Update: Reddit user u/xanaxdroid_ mentions that the same user named "xeactor" also had some cryptocurrency mining packages posted, so he speculates that "xeactor" was probably planning on adding some hidden cryptocurrency mining software to AUR (this was also the case with some Ubuntu Snap packages two months ago). That's why "xeactor" was probably trying to obtain various system information. All the packages uploaded by this AUR user have been removed so I cannot check this.

Another update: What exactly should you check in user-generated packages such as those found in AUR? This varies and I can't tell you exactly but you can start by looking for anything that tries to download something using curl, wget and other similar tools, and see what exactly they are attempting to download. Also check the server from which the package source is downloaded from and make sure it's the official source. Unfortunately this is not an exact 'science'. For Launchpad PPAs for example, things get more complicated as you must know how Debian packaging works, and the source can be altered directly as it's hosted in the PPA and uploaded by the user. It gets even more complicated with Snap packages, because you cannot check such packages before installation (as far as I know). In these latter cases, and as a generic solution, I guess you should only install user-generated packages if you trust the uploader / packager.

from Reddit


  1. A small typo - It was on July 7 - not June.
    The malicious script was removed within approx. 9 hours

  2. The package name is acroread, as a shortening for Acrobat Reader, not acrored.

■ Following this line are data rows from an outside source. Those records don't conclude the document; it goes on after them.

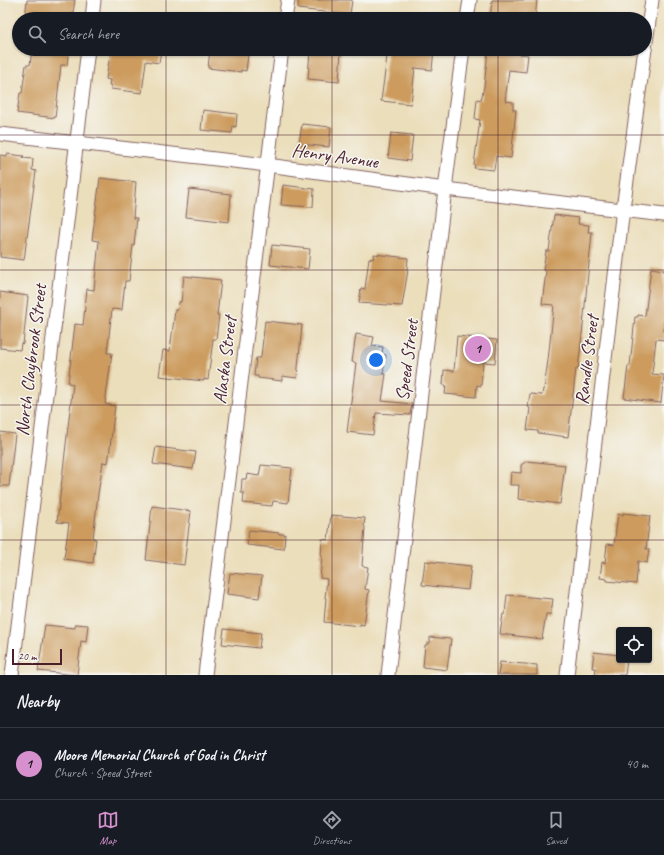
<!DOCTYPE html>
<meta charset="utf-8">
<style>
:root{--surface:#171b24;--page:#20242c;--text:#f1f3f6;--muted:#9ea1a6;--line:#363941;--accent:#d690ce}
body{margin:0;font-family:Caveat,sans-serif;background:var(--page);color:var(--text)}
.controls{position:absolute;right:12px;bottom:12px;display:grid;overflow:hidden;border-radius:4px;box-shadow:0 1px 3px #0004}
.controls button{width:36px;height:36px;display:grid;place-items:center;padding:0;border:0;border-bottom:1px solid var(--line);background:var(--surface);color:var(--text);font:20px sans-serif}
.scale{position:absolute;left:12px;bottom:10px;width:50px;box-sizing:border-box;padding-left:4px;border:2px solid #4a1f2b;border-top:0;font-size:11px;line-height:14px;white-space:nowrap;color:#4a1f2b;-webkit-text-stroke:3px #f6f6f2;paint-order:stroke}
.you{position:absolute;left:376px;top:360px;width:14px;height:14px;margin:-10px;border:3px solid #fff;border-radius:50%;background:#1a73e8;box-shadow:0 0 0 6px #1a73e833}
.badge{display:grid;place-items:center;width:26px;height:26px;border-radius:50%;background:var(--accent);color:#111;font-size:13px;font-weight:700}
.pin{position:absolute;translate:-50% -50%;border:2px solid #fff;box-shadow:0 1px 4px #0006}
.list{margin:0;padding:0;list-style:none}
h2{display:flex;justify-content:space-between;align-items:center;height:52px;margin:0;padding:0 16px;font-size:17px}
h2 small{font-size:13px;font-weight:400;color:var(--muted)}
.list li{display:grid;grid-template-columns:26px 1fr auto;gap:12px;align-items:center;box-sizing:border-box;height:72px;padding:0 16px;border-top:1px solid var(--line)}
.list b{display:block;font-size:15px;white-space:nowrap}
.list p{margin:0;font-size:13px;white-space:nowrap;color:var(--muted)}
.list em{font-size:13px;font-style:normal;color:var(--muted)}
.icon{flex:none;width:22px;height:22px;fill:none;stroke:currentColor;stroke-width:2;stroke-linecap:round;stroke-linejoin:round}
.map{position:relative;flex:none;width:664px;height:675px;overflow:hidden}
.search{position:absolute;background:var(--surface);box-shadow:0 1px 3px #0004;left:12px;right:12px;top:12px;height:44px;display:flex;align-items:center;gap:10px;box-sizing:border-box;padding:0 14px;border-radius:22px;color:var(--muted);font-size:15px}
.sheet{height:124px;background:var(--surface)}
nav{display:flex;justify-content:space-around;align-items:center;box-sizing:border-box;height:56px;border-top:1px solid var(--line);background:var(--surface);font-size:11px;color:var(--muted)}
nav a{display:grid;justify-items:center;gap:2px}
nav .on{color:var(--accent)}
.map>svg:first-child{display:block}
.building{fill:#cc9b5d}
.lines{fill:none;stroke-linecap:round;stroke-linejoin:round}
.street-casing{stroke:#82625d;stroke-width:15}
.street{stroke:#fff;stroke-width:13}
.grid{fill:none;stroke:#4a1f2b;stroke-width:1;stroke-opacity:0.55}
.labels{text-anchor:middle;stroke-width:3;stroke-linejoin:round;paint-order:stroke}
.street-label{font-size:19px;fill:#4a1f2b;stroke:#f6f6f2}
</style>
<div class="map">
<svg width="664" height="675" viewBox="0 0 664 675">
<rect width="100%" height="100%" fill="#f6f6f2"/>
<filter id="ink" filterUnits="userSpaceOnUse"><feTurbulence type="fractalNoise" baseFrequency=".025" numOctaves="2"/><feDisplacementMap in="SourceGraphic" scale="8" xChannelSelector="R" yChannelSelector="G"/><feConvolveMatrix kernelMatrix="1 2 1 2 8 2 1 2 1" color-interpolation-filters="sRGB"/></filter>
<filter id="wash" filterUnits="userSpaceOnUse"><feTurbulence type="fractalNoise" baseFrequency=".012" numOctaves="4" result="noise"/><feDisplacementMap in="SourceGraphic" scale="16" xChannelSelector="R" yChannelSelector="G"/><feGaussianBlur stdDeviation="0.9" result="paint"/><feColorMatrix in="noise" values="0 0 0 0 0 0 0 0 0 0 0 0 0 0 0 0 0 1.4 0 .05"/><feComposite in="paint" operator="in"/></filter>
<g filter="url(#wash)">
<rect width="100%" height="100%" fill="#ebdebb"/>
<g id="blocks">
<g class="building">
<polygon points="27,0 75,0 72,19 25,19"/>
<polygon points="298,0 352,0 350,15 298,9"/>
<polygon points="492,0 537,0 535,19 490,19"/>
<polygon points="32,49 69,49 67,65 61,65 55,118 17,113 20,93 22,93 26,65 30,65"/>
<polygon points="111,49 161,50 159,63 146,61 142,93 111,89 111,85 109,85 110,80 106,79"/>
<polygon points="210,49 243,53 243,54 248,55 246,71 241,70 241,72 208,68"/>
<polygon points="310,49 337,49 337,50 341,51 339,82 308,79"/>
<polygon points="388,49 434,49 432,70 415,68 411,104 381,101"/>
<polygon points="488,50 528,55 526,72 509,70 505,101 513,102 513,110 516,110 511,158 496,156 494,170 474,168 475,165 474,165 480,120 475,119 477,99 481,100 484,87"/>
<polygon points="203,110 237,114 236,127 233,126 232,133 201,130"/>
<polygon points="302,124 331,127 329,147 299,144"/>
<polygon points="391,133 413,135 410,161 388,158"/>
<polygon points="7,154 24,156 23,158 33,159 32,170 36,171 24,260 0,257 0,155 7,156"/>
<polygon points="100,178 136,182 133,218 137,218 134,245 133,245 129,281 125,281 122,310 112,309 107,353 112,353 105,404 115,406 109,456 108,463 103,462 98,494 93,539 96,539 93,563 64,559 69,523 57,522 73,384 68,383 75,324 83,325 87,289 94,290 99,241 92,240"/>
<polygon points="283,185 314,189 313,207 281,205"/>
<polygon points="189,189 231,194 229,222 186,217"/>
<polygon points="554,215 579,218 578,224 589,225 588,232 592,232 583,326 578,369 576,369 568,437 538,433 538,431 527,430 530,408 528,407 530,394 542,395 543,389 544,389 548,360 554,305 542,304 546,271 543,270 546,251 549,251"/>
<polygon points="272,245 310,249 308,269 270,265"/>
<polygon points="374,254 408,258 407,270 408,270 402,306 359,303 361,288 365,289 369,258 373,259"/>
<polygon points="651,268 664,270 664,340 656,339 652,374 664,375 661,403 624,398 628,366 630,366 635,317 638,317 638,315 645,316"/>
<polygon points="184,276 221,280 217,315 219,315 216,339 213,339 208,380 204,379 204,381 159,376 163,350 170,351 175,310 178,310 179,302 181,302"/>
<polygon points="0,292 28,296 23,344 21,343 20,350 0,348"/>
<polygon points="265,321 302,325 297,378 282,376 282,381 258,378 258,376 254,376 256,358 260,358 261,357"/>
<polygon points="356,334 374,337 372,346 383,347 382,354 386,355 383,374 386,374 382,401 412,404 410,415 376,413 373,435 347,432 356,363 352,362"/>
<polygon points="457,336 497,340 495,363 483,362 481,386 477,385 476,397 445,394 446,385 443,385 444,370 454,371"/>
<polygon points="0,432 15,434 9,486 0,486"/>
<polygon points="156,447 196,452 193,469 153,464"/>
<polygon points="527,461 565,465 560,504 518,499 519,485 510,485 511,472 521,473 521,465"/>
<polygon points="261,465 292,468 288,503 273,501 272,506 243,503 244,493 241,493 242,479 246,479 247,474 259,476"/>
<polygon points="152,506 191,511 184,565 146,560"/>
<polygon points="623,513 650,516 646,549 649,549 647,563 638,561 636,584 607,581 607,579 600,578 602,562 605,563 607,544 614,545 618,514 623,515"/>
<polygon points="331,515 365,518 364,526 365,527 362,566 368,567 365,589 369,590 364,625 360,624 360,626 324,622 326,598 325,598 327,579 320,578 322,556 321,556 322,539 328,540"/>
<polygon points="249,530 279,533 279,534 285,534 284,549 247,545"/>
<polygon points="425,561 471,566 468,590 422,585"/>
<polygon points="230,573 262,576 259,598 227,594"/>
<polygon points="507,595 553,599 551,614 546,614 542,639 500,634 503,614 505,614"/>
<polygon points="75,624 88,625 86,642 81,641 77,675 38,671 45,625 75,628"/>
<polygon points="224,629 261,633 259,648 222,644"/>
<polygon points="430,637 451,639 447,670 423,667 425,645 427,645 427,643 430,643"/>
<polygon points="594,652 619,655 619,660 627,660 625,675 595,675 596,668 592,668"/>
<polygon points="500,662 537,665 537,675 498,675"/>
</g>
</g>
</g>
<g filter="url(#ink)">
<use href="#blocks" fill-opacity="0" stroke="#82625d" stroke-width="1"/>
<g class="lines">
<g class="street-casing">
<g id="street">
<polyline points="92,19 94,0"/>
<polyline points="285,19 288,0"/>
<polyline points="467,19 470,0"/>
<polyline points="645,49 652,0"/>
<polyline points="0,134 267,165 445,189 664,215"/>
<polyline points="12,675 88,49"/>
<polyline points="205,675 282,49"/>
<polyline points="388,675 445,189 463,49"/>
<polyline points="567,675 623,209 645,49"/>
</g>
</g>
<use href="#street" class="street"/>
</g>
</g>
<path class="grid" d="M166,0V19M332,0V19M498,0V19M166,49V675M332,49V675M498,49V675M0,135H664M0,270H664M0,405H664M0,540H664"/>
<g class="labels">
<g class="street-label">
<text transform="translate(335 155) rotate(8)" y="7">Henry Avenue</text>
<text transform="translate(30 360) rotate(-83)" y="7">North Claybrook Street</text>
<text transform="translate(224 360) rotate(-83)" y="7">Alaska Street</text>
<text transform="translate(406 360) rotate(-83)" y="7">Speed Street</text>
<text transform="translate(586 360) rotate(-83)" y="7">Randle Street</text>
</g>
</g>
</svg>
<div class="controls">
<button><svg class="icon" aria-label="locate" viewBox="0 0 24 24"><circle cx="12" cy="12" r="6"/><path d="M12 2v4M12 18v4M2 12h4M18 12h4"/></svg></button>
</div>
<div class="scale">20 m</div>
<div class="you"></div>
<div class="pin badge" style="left:478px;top:349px">1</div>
<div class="search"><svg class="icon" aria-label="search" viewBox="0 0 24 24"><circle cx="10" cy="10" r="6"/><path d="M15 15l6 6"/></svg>Search here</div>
</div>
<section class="sheet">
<h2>Nearby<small></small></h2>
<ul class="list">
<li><span class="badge">1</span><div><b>Moore Memorial Church of God in Christ</b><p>Church · Speed Street</p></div><em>40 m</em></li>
</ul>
</section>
<nav>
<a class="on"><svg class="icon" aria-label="map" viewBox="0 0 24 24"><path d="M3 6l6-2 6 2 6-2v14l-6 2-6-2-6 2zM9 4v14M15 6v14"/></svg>Map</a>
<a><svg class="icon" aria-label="directions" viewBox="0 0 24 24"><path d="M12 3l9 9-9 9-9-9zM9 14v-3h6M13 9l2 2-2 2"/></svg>Directions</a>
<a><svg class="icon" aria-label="saved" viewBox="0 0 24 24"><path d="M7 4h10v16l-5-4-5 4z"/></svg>Saved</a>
</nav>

  3. Wow! Who is checking the packages for malicious code? That's really quick response. But I wonder if it's possible that there are undiscovered malicious packages.

  4. Quote: " But I wonder if it's possible that there are undiscovered malicious packages."

    It's all about trust. Wonder what percentage of Arch users are capable of questioning, and then actually being capable of checking and finding malware in compiled languages like C in official and or AUR packages?

    I am migrating to Fedora because of recent discoveries I have made involving lead pacman and Arch project devs, managers.

    I no longer trust either of these people based on empirical evidence from past behavior, available for anyone to read who is curious enough to discover the truth.

  5. Forgot to include, "as a user with 9 years of Arch usage" to above.

    1. never forget appeal to authority, that's the most important part of making an argument with no sources.

  6. This is less about scanning huge amounts of C or other code. More about checking a small AUR build script does not download anything from an unexplainable source, and does not run anything nasty such as "rm -rf".

    Most Arch users should be competent to do that.

  7. I'm now very curious about the allegations being levied against people I rely on, but when it comes to the AUR, there's no relation to these project leaders. There's no guarantees, or even implied guarantees when it comes to almost all Linux distros. But when it comes to the AUR, it's pretty much the wild west, it's a bunch of recipes and sources, and it's dangerous to Arch in the same way PPA's are dangerous to Ubuntu.